> _TASK TO CARRY OUT_:
Below are records. Find each line in them that holds the word "stream" and copy it.

> _RECORD EXTRACTS_:
- Opening Delimiter -

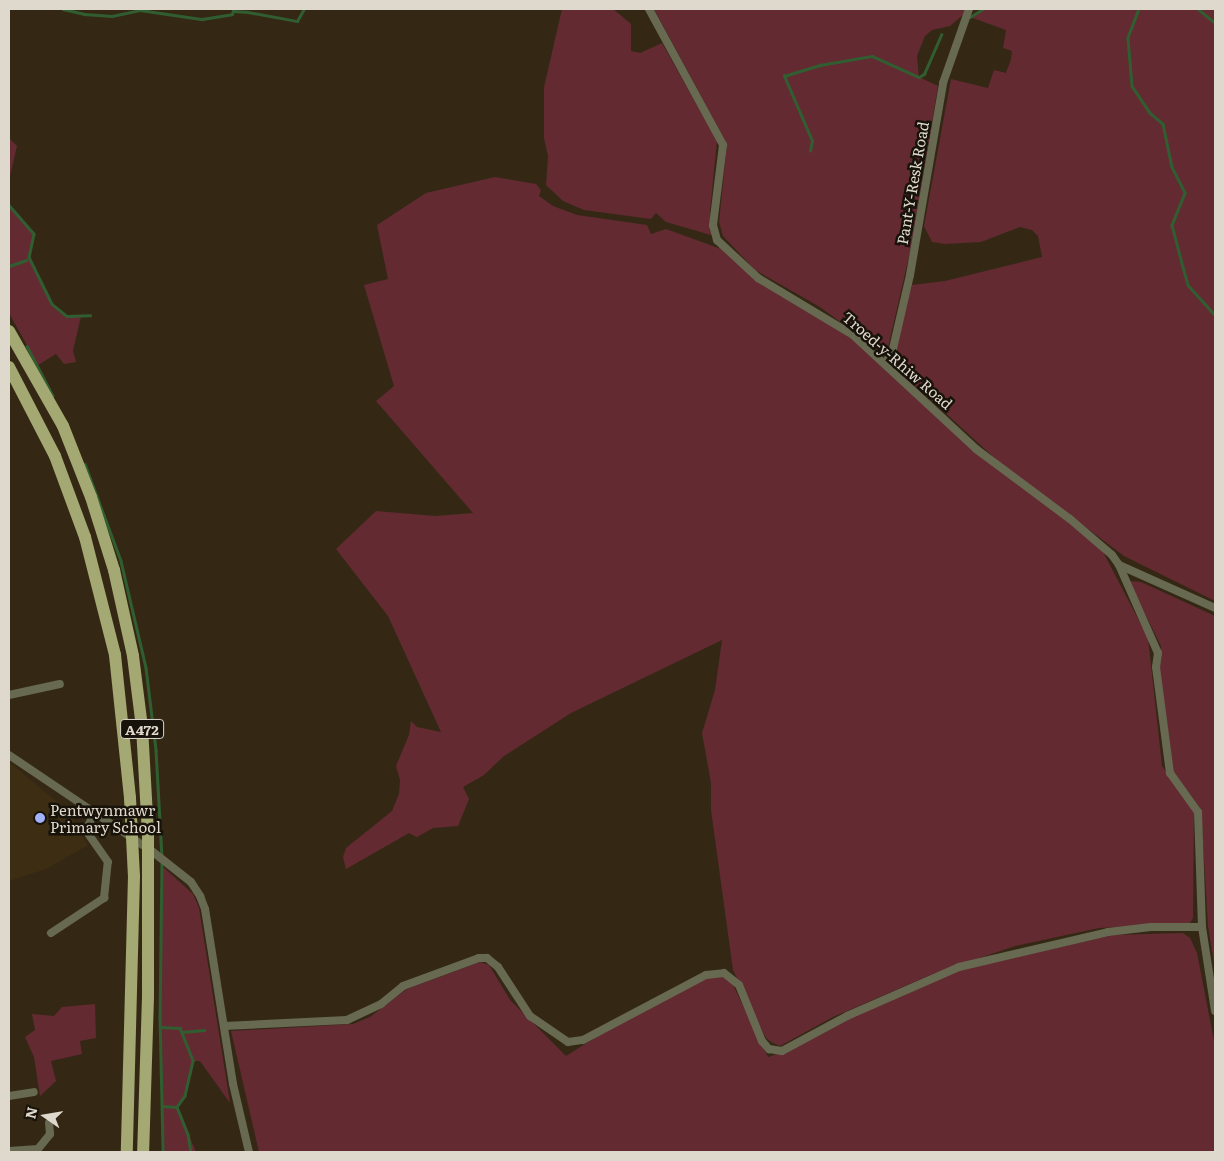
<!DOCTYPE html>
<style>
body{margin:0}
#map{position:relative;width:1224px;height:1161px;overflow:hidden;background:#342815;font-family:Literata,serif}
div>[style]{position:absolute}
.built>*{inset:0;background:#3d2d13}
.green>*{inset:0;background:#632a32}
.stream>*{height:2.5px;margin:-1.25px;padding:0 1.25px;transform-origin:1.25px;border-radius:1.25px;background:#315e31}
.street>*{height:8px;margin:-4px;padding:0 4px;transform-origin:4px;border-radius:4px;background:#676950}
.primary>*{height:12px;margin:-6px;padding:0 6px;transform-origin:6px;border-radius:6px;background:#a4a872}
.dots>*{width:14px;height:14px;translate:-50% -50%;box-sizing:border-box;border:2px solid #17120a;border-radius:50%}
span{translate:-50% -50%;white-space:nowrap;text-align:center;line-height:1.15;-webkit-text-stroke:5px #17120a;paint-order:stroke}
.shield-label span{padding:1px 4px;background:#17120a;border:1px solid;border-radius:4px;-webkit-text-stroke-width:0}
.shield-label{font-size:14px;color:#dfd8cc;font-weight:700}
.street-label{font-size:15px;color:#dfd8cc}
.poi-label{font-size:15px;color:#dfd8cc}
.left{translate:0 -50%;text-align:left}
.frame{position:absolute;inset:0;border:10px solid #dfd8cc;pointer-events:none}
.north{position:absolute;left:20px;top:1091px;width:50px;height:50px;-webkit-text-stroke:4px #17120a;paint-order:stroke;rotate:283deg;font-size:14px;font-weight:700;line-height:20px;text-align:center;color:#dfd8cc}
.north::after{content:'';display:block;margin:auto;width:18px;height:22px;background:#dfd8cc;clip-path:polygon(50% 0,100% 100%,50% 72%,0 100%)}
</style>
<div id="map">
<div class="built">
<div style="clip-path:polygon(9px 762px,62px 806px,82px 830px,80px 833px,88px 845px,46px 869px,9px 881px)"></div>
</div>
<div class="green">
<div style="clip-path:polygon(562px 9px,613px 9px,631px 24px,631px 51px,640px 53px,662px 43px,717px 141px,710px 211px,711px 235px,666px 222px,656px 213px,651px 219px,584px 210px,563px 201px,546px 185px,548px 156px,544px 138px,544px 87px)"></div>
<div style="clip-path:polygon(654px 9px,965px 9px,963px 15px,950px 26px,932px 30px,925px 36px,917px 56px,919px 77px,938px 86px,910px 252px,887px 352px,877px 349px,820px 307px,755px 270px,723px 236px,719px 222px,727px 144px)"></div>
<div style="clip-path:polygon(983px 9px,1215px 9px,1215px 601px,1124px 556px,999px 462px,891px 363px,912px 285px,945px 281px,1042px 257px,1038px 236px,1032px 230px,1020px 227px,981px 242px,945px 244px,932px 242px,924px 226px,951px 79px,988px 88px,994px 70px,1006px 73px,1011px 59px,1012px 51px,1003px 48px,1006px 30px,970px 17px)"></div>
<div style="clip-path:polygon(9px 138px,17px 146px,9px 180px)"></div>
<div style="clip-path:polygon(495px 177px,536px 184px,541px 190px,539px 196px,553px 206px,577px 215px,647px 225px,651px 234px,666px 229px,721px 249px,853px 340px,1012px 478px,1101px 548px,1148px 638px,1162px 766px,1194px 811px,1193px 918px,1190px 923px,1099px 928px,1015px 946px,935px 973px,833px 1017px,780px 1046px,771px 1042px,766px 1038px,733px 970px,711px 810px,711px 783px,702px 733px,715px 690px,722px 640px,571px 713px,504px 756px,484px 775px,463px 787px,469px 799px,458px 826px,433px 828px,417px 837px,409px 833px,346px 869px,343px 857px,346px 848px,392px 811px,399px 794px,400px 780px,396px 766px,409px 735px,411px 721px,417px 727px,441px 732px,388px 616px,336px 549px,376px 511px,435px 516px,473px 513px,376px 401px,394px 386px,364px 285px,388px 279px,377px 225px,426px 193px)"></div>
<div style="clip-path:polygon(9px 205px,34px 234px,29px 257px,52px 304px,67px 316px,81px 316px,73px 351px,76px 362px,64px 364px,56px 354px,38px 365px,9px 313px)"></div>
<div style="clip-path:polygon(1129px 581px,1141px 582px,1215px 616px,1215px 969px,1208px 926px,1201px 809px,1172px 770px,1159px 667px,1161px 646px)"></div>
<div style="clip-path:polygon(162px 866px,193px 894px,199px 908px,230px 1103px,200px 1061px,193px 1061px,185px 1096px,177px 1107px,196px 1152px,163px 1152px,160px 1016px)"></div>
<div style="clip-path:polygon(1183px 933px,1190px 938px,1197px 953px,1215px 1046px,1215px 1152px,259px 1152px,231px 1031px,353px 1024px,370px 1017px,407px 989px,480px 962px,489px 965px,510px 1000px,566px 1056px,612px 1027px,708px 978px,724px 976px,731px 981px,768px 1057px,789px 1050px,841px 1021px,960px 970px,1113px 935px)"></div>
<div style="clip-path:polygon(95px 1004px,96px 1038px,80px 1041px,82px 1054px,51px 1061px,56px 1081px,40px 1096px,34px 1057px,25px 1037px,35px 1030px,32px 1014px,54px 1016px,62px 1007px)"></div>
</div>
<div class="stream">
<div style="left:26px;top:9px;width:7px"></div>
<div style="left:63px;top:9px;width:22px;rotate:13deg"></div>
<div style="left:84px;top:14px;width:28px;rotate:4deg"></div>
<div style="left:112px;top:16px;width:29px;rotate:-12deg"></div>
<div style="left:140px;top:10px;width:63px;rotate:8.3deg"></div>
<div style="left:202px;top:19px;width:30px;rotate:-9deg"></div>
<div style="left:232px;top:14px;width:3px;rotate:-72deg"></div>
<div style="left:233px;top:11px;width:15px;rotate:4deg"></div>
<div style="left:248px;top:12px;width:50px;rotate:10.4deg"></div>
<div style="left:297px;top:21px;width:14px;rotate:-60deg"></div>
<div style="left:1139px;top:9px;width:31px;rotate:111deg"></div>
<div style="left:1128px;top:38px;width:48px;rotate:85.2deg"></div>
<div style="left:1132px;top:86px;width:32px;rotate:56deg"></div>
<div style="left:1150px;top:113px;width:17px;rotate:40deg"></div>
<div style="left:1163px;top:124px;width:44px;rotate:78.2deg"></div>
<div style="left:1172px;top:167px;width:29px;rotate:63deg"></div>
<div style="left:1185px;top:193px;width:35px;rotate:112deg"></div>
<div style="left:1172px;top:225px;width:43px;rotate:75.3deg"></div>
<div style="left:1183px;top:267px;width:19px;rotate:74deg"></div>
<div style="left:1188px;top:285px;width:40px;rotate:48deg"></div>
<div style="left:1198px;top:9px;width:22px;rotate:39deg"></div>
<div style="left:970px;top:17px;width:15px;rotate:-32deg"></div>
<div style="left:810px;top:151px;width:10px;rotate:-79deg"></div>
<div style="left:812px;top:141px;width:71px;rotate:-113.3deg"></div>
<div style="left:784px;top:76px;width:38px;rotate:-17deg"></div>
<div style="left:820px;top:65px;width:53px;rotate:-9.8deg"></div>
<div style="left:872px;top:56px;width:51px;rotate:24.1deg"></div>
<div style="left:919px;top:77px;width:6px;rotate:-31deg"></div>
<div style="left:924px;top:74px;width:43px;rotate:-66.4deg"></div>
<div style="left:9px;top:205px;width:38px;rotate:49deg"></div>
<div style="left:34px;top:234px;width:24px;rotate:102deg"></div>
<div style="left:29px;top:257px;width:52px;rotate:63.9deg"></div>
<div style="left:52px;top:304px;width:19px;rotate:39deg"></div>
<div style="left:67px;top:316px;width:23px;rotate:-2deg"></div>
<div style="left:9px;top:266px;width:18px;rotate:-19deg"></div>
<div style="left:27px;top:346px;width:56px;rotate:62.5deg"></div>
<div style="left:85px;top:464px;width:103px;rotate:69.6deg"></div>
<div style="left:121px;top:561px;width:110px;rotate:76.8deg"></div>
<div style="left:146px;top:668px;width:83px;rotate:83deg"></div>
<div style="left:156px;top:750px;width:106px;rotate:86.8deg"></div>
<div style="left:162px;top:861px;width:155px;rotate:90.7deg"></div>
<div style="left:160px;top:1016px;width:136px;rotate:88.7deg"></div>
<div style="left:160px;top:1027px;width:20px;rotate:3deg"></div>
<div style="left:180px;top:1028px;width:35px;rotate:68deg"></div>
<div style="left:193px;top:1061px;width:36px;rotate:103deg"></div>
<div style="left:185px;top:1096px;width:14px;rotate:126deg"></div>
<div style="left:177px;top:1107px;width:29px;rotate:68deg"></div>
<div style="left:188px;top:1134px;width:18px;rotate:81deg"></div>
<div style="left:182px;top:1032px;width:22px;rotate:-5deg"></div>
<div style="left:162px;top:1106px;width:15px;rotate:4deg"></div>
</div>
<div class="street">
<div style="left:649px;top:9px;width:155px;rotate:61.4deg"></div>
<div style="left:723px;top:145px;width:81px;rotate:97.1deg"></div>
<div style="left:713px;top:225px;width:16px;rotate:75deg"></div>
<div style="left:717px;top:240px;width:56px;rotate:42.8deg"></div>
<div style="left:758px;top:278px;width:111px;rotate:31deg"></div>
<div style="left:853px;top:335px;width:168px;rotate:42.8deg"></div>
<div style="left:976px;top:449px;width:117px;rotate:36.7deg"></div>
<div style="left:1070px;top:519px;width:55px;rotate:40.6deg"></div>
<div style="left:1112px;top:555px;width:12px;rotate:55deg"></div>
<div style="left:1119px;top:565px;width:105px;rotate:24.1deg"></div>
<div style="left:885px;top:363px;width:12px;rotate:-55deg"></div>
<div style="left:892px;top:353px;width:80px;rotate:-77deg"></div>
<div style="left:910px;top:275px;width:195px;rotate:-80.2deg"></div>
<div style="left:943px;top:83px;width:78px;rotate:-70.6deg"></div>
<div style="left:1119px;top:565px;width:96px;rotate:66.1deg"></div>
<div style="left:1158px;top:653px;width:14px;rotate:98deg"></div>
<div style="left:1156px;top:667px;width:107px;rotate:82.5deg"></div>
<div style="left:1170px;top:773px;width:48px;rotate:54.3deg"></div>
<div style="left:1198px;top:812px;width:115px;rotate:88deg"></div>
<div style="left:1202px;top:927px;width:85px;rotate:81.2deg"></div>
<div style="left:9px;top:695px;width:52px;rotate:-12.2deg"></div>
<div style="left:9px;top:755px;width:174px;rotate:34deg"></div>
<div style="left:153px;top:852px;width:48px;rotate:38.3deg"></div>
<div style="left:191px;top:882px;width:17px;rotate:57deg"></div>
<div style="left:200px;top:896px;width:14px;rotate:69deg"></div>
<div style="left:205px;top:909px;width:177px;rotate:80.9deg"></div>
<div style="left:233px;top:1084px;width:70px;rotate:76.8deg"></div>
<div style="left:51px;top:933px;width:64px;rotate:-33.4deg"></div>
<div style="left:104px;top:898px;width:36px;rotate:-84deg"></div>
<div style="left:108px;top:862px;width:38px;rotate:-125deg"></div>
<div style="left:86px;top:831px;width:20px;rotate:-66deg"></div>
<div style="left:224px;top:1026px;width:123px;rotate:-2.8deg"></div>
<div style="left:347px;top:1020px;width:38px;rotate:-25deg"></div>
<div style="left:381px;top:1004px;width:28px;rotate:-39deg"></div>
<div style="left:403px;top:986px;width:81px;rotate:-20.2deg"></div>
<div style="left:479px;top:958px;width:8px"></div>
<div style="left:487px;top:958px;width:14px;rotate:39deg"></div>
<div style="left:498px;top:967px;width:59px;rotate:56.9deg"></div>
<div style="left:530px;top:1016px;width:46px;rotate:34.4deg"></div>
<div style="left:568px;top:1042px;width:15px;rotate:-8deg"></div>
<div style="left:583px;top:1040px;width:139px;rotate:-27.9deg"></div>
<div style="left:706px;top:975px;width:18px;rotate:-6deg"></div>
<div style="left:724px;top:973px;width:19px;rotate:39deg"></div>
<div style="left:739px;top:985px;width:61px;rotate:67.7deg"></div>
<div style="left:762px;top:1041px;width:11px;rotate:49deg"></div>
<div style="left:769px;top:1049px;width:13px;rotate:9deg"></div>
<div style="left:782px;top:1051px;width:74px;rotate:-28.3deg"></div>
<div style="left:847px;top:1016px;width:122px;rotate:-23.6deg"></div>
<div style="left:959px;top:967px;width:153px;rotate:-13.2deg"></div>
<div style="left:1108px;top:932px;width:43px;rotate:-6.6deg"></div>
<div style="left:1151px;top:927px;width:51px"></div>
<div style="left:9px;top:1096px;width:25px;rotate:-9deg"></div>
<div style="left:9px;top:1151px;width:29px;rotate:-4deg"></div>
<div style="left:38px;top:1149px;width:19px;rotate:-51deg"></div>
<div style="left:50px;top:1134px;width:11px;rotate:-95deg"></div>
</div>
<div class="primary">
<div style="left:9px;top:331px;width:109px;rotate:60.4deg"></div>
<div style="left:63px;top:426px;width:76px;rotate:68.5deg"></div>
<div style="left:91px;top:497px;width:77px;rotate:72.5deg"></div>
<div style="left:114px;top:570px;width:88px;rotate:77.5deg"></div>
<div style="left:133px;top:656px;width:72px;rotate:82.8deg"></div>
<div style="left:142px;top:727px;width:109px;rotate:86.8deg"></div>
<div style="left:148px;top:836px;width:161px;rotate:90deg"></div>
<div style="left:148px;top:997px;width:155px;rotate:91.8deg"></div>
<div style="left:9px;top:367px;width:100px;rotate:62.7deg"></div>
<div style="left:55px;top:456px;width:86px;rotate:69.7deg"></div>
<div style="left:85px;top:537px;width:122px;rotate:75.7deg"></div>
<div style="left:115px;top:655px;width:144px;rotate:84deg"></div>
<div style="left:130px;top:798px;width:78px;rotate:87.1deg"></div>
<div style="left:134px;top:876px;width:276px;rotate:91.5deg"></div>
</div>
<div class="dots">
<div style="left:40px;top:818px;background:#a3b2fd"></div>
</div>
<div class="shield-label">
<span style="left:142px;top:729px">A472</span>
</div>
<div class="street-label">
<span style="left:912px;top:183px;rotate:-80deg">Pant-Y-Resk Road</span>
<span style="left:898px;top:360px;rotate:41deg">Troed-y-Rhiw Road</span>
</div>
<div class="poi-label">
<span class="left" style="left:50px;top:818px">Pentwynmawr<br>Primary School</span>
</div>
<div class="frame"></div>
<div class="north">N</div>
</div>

- Closing Delimiter -

> _WRITTEN SOLUTION_:
.stream>*{height:2.5px;margin:-1.25px;padding:0 1.25px;transform-origin:1.25px;border-radius:1.25px;background:#315e31}
<div class="stream">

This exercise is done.